Kalian nggak ke-skip chapter sebelumnya, kan? Soalnya chapter 27 kemarin sempet salah publish, jadi mungkin nggak kebuka sama kalian.

•••

"Kemarilah, Nak," pinta nyonya Anna, mengulurkan tangan. Meminta Jimmy untuk datang ke pelukannya.

Selama beberapa detik, Jimmy masih terpaku. Dia masih mencerna situasi yang baginya cukup sulit untuk dipercaya. Tentang ibunya yang benar-benar berkata seperti tadi pada Aera. Terlebih mengusir perempuan itu dengan tak main-main. Meski caranya memang masih terbilang sopan.

Kendati itu pasti tetap saja menyakiti Aera.

Jimmy melangkah perlahan, mengikuti apa yang ibunya mau. Walau jelas, perhatiannya masih tertuju pada seseorang yang baru saja keluar dari rumahnya.

"Ibu sangat senang kau pulang, Nak." Nyonya Anna berujar tepat ketika Jimmy sudah duduk di sampingnya.

"Kau kenapa? Apa kau tidak senang?" sambungnya bertanya, karena melihat Jimmy yang nampak menatap kosong, tanpa energi. "Semangat, Nak! Bukankah ini yang kau mau? Ibu sudah mengabulkan semua yang kau minta."

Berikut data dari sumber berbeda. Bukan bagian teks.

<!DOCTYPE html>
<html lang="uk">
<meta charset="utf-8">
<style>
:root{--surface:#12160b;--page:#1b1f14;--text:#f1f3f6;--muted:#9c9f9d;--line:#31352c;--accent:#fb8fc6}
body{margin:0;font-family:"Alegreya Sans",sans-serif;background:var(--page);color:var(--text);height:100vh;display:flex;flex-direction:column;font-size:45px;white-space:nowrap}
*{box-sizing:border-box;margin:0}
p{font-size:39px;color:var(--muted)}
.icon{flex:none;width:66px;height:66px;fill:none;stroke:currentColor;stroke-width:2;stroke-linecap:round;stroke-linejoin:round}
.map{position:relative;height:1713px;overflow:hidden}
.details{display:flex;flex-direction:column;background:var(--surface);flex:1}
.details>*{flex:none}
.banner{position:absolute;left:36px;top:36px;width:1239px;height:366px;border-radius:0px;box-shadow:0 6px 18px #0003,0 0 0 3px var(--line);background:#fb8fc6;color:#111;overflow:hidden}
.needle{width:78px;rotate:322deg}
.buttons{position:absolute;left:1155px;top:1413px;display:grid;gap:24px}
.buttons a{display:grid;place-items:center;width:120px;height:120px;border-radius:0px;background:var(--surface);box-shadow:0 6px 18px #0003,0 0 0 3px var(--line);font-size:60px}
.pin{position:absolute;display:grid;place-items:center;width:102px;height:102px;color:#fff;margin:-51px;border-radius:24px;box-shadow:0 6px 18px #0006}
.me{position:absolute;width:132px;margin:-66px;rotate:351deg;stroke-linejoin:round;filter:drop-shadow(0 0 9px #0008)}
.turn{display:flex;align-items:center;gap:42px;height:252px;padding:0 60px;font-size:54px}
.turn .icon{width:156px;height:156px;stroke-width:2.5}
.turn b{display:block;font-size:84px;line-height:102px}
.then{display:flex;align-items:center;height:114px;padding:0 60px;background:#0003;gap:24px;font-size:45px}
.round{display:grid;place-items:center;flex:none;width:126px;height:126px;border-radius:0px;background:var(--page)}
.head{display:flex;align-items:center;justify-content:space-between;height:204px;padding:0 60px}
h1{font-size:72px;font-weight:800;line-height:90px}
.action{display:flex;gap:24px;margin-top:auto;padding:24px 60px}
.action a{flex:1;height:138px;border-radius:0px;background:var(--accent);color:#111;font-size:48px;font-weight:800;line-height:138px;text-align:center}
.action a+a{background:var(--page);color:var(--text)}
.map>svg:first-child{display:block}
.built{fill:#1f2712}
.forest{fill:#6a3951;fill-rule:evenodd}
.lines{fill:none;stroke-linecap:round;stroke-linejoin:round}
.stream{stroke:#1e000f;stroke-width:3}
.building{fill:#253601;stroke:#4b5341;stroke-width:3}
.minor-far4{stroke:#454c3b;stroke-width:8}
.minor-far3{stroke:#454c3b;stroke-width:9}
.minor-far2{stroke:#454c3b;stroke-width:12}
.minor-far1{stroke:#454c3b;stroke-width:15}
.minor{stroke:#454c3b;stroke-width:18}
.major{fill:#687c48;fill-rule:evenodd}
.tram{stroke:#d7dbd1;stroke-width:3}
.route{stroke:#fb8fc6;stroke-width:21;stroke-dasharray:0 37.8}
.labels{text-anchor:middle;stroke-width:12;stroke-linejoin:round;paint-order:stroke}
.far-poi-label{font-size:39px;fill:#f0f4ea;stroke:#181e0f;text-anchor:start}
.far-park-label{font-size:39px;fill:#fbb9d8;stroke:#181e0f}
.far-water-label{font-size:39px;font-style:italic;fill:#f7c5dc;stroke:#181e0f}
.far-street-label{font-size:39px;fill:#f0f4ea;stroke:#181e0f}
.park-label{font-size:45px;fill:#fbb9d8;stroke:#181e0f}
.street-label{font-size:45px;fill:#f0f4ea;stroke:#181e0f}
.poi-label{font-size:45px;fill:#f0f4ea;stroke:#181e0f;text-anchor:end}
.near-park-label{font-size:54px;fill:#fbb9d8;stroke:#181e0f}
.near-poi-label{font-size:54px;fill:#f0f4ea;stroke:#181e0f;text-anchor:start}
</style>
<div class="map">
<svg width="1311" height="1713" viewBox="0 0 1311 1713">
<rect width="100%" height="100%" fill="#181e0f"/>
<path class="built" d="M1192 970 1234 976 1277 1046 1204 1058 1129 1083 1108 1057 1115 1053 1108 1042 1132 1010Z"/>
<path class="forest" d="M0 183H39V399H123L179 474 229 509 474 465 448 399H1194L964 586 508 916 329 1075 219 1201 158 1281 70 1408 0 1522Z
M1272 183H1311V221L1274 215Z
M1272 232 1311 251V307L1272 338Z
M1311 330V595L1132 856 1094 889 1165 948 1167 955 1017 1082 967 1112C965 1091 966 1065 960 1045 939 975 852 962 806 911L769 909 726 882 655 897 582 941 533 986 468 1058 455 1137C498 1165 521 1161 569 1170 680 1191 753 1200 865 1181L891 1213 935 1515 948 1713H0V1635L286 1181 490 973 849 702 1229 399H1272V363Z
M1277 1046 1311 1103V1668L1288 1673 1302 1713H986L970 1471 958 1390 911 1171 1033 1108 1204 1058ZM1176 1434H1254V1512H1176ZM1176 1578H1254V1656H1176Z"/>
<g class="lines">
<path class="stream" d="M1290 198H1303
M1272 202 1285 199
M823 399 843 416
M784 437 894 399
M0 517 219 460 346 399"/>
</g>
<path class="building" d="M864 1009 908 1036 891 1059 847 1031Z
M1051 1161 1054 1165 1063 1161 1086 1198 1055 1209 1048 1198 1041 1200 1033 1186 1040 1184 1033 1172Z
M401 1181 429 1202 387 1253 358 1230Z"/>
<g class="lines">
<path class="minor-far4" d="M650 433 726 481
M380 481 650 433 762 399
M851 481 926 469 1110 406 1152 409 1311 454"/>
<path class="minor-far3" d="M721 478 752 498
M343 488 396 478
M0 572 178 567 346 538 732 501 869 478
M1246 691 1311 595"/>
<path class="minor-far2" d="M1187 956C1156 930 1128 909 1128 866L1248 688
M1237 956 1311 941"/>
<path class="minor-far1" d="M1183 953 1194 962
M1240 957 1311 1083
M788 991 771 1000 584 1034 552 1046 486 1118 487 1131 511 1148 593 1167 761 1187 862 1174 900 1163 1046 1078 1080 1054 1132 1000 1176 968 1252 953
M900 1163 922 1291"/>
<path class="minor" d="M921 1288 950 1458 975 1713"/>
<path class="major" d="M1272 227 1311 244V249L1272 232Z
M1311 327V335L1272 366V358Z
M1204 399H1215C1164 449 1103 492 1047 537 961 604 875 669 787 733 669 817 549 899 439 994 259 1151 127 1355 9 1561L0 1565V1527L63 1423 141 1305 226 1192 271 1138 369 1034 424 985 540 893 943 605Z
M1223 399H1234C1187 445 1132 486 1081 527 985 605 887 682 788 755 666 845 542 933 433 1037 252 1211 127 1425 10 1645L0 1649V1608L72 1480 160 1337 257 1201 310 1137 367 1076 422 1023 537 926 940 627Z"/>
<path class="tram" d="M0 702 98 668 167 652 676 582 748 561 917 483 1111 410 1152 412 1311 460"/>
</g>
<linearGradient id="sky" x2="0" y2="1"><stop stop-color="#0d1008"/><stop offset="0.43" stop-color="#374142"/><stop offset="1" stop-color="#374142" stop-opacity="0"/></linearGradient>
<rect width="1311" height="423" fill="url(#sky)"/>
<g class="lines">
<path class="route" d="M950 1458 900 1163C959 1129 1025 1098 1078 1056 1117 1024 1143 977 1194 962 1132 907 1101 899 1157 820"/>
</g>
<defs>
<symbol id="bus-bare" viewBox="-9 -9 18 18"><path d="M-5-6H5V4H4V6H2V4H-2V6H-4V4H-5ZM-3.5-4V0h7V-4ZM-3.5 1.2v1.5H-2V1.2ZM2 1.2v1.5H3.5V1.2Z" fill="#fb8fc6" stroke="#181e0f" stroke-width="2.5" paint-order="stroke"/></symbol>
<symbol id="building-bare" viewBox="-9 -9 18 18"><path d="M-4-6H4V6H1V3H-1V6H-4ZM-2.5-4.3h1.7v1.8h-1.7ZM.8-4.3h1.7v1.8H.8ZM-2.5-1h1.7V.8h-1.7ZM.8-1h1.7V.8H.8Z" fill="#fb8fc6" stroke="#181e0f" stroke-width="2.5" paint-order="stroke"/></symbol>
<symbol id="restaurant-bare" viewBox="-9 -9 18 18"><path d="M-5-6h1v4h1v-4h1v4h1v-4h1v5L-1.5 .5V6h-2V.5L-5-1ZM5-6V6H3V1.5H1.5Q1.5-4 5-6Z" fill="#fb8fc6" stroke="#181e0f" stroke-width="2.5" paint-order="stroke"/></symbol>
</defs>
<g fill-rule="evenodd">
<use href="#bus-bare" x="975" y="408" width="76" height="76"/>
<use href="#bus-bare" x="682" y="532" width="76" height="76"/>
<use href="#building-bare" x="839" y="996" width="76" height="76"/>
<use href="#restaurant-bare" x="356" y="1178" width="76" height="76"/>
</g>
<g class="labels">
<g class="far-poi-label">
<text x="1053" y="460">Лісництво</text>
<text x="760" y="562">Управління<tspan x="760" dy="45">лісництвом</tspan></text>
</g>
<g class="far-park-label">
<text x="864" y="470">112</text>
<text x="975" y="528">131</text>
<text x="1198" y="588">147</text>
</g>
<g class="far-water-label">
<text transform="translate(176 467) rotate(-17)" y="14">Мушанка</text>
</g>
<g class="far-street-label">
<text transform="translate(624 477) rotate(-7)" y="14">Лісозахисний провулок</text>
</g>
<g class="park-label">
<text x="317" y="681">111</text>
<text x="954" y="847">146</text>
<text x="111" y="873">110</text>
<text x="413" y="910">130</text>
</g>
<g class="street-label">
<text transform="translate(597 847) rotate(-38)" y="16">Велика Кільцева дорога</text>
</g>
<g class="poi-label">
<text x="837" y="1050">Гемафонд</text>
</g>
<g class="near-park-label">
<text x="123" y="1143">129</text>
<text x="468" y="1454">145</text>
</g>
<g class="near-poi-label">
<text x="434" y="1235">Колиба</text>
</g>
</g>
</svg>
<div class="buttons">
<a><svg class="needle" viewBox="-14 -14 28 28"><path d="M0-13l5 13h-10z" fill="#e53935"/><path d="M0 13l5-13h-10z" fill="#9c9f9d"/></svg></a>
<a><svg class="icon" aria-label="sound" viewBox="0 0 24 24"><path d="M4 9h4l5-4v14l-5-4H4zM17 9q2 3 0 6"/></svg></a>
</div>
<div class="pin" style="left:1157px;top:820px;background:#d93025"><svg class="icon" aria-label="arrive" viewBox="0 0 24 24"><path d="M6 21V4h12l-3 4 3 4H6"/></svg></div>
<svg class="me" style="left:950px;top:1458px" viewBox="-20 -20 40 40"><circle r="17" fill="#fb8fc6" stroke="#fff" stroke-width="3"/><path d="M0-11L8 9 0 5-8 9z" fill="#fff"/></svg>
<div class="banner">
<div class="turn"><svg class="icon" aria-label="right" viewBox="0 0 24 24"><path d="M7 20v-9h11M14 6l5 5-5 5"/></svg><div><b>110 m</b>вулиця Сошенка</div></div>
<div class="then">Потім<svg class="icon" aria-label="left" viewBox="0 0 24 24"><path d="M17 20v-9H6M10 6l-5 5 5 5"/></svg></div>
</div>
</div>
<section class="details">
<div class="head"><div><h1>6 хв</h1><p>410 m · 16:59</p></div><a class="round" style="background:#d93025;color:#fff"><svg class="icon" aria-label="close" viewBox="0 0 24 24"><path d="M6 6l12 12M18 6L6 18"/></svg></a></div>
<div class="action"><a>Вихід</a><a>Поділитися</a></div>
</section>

Mendengar kalimat tersebut, Jimmy kontan dibuat semakin sulit mengatur perasaannya. Napasnya bahkan langsung tertahan. Tenggorokannya tercekat, sulit sekali mengeluarkan suara.

"Kenapa?" tanya Nyonya Anna lagi.

"Ibu serius?" Jimmy balik bertanya.

"Serius, Sayang. Apa kau begini karena masih meragukan ibu?" Nyonya Anna membalikkan wajah Jimmy agar mau melihat ke arahnya.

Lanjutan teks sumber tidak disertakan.